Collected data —
*** Block opens ***

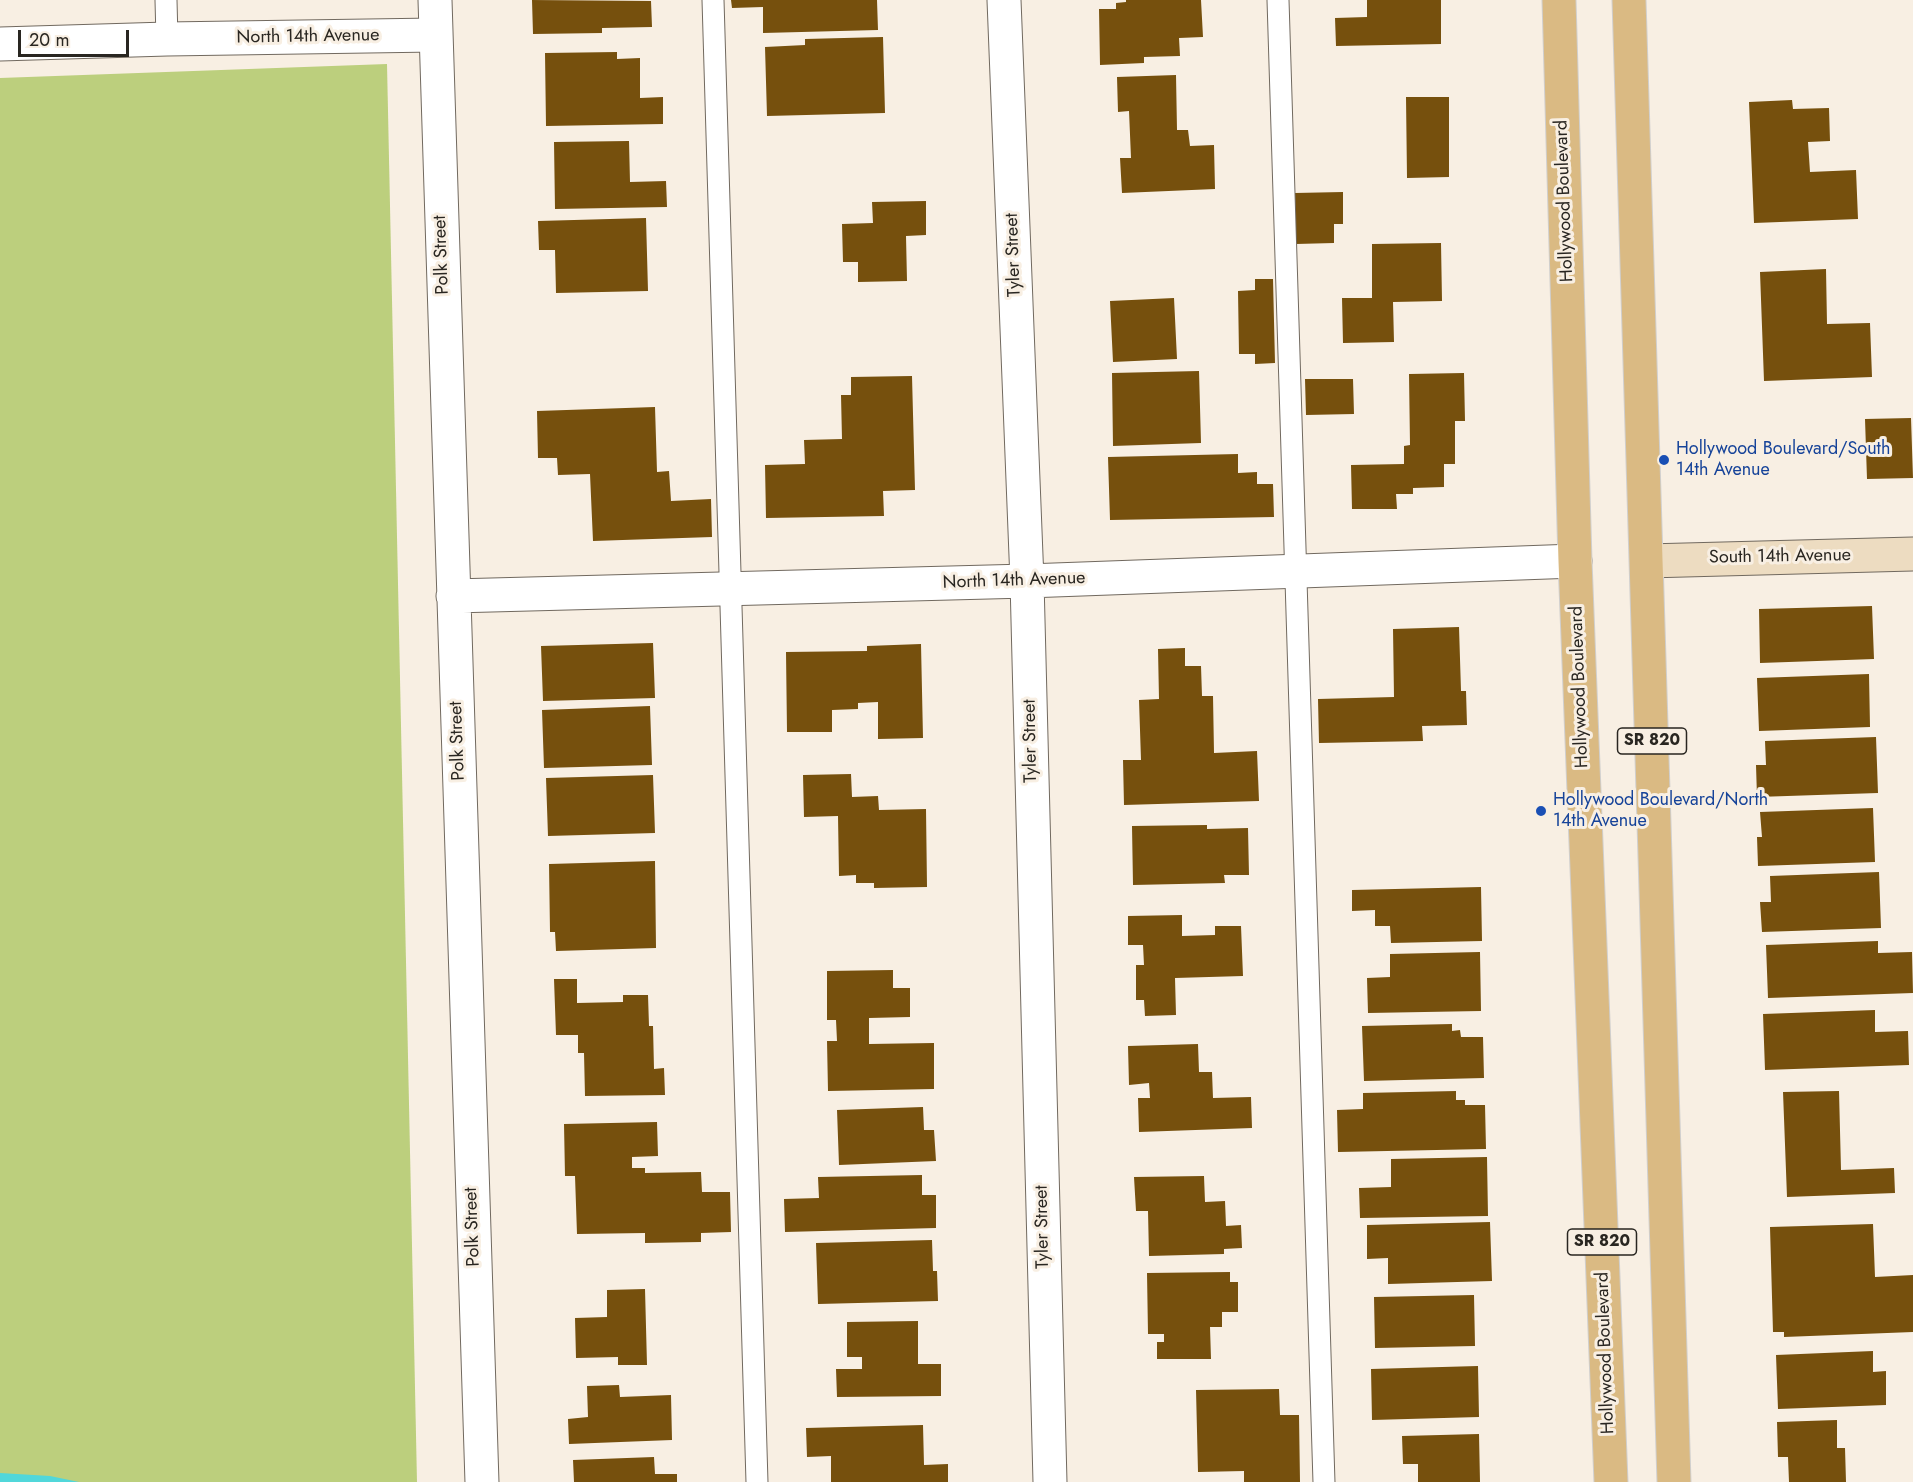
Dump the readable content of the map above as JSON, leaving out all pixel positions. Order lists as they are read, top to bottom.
{
  "streets": {
    "main road": ["Hollywood Boulevard", "SR 820"],
    "street": [
      "North 14th Avenue",
      "Polk Street",
      "Tyler Street",
      "South 14th Avenue"
    ]
  },
  "crossings": [
    ["North 14th Avenue", "Hollywood Boulevard"],
    ["North 14th Avenue", "Polk Street"],
    ["North 14th Avenue", "Tyler Street"],
    ["South 14th Avenue", "SR 820"]
  ],
  "places": ["Hollywood Boulevard/South 14th Avenue", "Hollywood Boulevard/North 14th Avenue"],
  "scale_bar": "20 m"
}
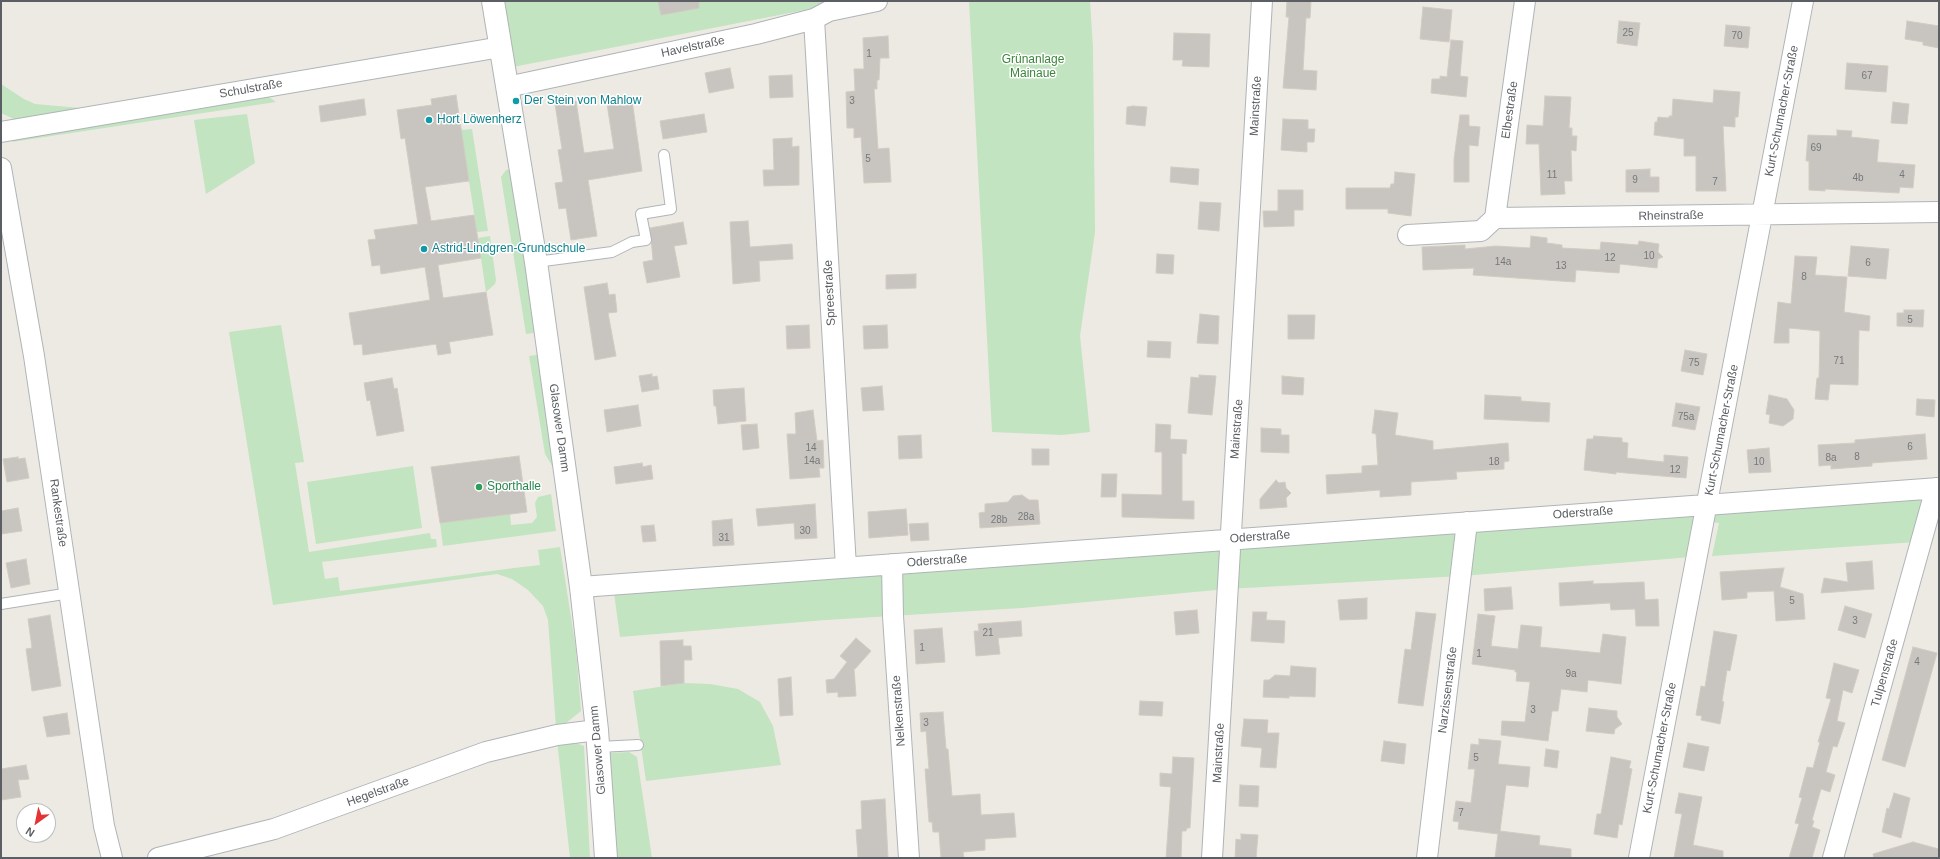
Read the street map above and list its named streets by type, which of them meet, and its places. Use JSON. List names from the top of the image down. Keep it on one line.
{"streets":{"street":["Havelstraße","Schulstraße","Mainstraße","Elbestraße","Kurt-Schumacher-Straße","Rheinstraße","Spreestraße","Glasower Damm","Rankestraße","Oderstraße","Tulpenstraße","Narzissenstraße","Nelkenstraße","Hegelstraße"]},"crossings":[["Havelstraße","Spreestraße"],["Havelstraße","Glasower Damm"],["Schulstraße","Glasower Damm"],["Mainstraße","Oderstraße"],["Elbestraße","Rheinstraße"],["Kurt-Schumacher-Straße","Rheinstraße"],["Kurt-Schumacher-Straße","Oderstraße"],["Spreestraße","Oderstraße"],["Glasower Damm","Oderstraße"],["Glasower Damm","Hegelstraße"],["Oderstraße","Tulpenstraße"],["Oderstraße","Narzissenstraße"],["Oderstraße","Nelkenstraße"]],"parks":["Grünanlage Mainaue"],"places":["Der Stein von Mahlow","Hort Löwenherz","Astrid-Lindgren-Grundschule","Sporthalle"],"house_numbers":["25","70","1","67","3","69","5","11","4","4b","9","7","10","12","14a","6","13","8","5","71","75","75a","6","14","8","8a","14a","18","10","12","28a","28b","30","31","5","3","21","1","1","4","9a","3","3","5","7"],"north":"bottom left"}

*** Block closes ***

The problem — Set down each entry again exactly as written. Pictures stay out.

Exercise output —
Dump the readable content of the map above as JSON, leaving out all pixel positions. Order lists as they are read, top to bottom.
{
  "streets": {
    "main road": ["Hollywood Boulevard", "SR 820"],
    "street": [
      "North 14th Avenue",
      "Polk Street",
      "Tyler Street",
      "South 14th Avenue"
    ]
  },
  "crossings": [
    ["North 14th Avenue", "Hollywood Boulevard"],
    ["North 14th Avenue", "Polk Street"],
    ["North 14th Avenue", "Tyler Street"],
    ["South 14th Avenue", "SR 820"]
  ],
  "places": ["Hollywood Boulevard/South 14th Avenue", "Hollywood Boulevard/North 14th Avenue"],
  "scale_bar": "20 m"
}
Read the street map above and list its named streets by type, which of them meet, and its places. Use JSON. List names from the top of the image down. Keep it on one line.
{"streets":{"street":["Havelstraße","Schulstraße","Mainstraße","Elbestraße","Kurt-Schumacher-Straße","Rheinstraße","Spreestraße","Glasower Damm","Rankestraße","Oderstraße","Tulpenstraße","Narzissenstraße","Nelkenstraße","Hegelstraße"]},"crossings":[["Havelstraße","Spreestraße"],["Havelstraße","Glasower Damm"],["Schulstraße","Glasower Damm"],["Mainstraße","Oderstraße"],["Elbestraße","Rheinstraße"],["Kurt-Schumacher-Straße","Rheinstraße"],["Kurt-Schumacher-Straße","Oderstraße"],["Spreestraße","Oderstraße"],["Glasower Damm","Oderstraße"],["Glasower Damm","Hegelstraße"],["Oderstraße","Tulpenstraße"],["Oderstraße","Narzissenstraße"],["Oderstraße","Nelkenstraße"]],"parks":["Grünanlage Mainaue"],"places":["Der Stein von Mahlow","Hort Löwenherz","Astrid-Lindgren-Grundschule","Sporthalle"],"house_numbers":["25","70","1","67","3","69","5","11","4","4b","9","7","10","12","14a","6","13","8","5","71","75","75a","6","14","8","8a","14a","18","10","12","28a","28b","30","31","5","3","21","1","1","4","9a","3","3","5","7"],"north":"bottom left"}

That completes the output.